2. If people use your office as a lounge, REMOVE THE CHAIRS. If their is no place to sit and lounge people won’t do it.

3. If an unwanted visitor enters your office and you can’t get them out, simply Stand UP and LEAVE. I used this very effectively when I was extremely busy and got an unwanted guest. You won’t have to do this very often before they figure it out.

4. Hold regular “Key Personnel Meetings”. By doing this you avoid those many interruptions that come from just bringing everyone up to speed on the latest developments.

5. Brief your staff in very short EIGHT minute meetings. The purpose is to answer the one question that will be asked 100 times a day, “WHAT’S GOING ON?”

On the subject of delegation:

1. Remember, delegation is good management. Often young managers fear delegation and always want to “do it themselves”. What you will quickly discover is that this is impossible. When faced with a task, the good manager always asks, “Why Me?” and then selects the best person for the job. Once that person is assigned the task, always communicate expectations clearly, set goals, set deadlines (written) and walk away. And the good manager always gives credit when the job is done correctly and well.
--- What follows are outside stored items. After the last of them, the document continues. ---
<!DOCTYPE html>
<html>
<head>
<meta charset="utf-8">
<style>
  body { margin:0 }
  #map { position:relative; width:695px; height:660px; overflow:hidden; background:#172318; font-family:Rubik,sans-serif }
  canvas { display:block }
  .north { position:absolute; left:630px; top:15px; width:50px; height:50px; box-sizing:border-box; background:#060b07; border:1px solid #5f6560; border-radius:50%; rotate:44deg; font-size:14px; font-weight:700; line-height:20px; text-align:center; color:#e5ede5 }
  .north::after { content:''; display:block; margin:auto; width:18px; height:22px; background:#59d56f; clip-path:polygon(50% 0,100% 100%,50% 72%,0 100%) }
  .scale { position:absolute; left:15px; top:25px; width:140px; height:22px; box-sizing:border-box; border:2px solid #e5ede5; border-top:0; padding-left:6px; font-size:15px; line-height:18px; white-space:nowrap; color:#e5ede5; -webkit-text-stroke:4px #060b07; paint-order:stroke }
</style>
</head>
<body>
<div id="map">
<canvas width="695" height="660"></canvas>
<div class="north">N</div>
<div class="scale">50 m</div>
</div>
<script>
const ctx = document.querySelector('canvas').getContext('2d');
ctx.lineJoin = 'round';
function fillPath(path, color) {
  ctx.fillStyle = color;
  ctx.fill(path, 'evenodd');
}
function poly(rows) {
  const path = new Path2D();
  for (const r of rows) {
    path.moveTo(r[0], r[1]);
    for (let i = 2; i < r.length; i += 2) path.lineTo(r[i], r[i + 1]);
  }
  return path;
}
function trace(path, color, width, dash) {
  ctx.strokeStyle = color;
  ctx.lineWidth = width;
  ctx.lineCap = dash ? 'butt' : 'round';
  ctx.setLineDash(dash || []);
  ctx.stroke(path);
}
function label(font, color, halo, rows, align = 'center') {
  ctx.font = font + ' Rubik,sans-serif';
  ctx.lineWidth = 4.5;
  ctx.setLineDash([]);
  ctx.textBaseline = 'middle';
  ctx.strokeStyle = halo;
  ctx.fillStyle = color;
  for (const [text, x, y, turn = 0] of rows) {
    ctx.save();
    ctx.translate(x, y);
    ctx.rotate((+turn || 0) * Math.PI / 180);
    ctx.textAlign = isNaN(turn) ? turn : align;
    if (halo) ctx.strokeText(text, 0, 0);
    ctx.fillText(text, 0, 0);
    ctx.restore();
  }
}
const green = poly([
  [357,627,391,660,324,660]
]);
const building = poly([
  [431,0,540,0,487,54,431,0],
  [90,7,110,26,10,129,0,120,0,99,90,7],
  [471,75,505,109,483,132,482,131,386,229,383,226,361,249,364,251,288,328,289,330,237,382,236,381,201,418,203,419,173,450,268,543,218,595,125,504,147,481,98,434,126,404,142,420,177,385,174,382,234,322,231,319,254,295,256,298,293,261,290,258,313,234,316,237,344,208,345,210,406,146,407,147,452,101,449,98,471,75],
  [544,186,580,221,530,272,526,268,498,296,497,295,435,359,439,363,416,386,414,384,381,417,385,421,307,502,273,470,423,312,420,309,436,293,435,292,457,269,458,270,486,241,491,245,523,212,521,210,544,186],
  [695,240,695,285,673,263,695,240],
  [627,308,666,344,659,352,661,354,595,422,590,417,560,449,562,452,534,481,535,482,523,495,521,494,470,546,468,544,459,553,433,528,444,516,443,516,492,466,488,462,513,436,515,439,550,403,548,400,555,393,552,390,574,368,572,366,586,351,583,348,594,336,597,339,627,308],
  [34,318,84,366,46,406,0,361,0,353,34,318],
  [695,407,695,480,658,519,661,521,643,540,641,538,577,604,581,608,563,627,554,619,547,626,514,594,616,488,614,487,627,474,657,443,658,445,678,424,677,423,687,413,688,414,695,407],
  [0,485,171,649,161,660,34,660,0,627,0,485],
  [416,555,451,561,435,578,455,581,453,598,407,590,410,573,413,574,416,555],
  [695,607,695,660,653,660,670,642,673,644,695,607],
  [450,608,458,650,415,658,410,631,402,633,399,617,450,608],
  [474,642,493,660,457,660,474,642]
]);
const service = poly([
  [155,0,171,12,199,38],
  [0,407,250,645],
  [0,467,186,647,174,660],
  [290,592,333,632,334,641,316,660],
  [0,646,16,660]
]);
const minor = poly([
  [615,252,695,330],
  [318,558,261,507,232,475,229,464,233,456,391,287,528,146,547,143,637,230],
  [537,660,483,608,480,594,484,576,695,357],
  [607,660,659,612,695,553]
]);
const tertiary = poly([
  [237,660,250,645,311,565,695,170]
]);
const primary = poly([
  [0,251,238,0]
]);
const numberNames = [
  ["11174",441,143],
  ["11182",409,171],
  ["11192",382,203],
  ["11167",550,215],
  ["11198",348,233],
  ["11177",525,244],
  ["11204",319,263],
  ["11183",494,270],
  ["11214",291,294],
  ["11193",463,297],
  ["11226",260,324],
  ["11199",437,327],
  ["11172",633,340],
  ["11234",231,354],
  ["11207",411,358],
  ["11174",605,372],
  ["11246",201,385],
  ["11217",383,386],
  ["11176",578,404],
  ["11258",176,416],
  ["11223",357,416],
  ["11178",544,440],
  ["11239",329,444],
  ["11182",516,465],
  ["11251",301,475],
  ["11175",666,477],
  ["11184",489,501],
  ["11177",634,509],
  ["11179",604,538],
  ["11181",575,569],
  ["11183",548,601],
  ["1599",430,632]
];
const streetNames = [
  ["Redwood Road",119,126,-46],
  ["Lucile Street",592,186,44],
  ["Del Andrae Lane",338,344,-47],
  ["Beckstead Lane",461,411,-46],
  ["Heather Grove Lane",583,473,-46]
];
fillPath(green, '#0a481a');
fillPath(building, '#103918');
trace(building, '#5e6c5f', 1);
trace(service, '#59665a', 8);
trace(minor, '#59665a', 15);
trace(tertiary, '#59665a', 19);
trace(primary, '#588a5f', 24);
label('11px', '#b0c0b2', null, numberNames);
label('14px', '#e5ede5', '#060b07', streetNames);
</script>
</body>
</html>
2. Watch out for “Reverse” Delegation. Managers are victims of this problem more than any other, unless you are conscious of what and why it happens. When an employee brings a task to you because they “just don’t know how to do it” and you perform the task, you’ve just been suckered into reverse delegation. When this happens, show them how to do it, answer their questions, and tell them, “You’ll never learn unless you do it!”

3. Remember DBMP (don’t bring me problems), BMS (bring me solutions). Always ask for their solutions to the problem. Then assign them to follow up and solve the problem themselves.

4. One of the hardest things for young managers to realize is NO ONE IS INDISPENSABLE, not even YOU!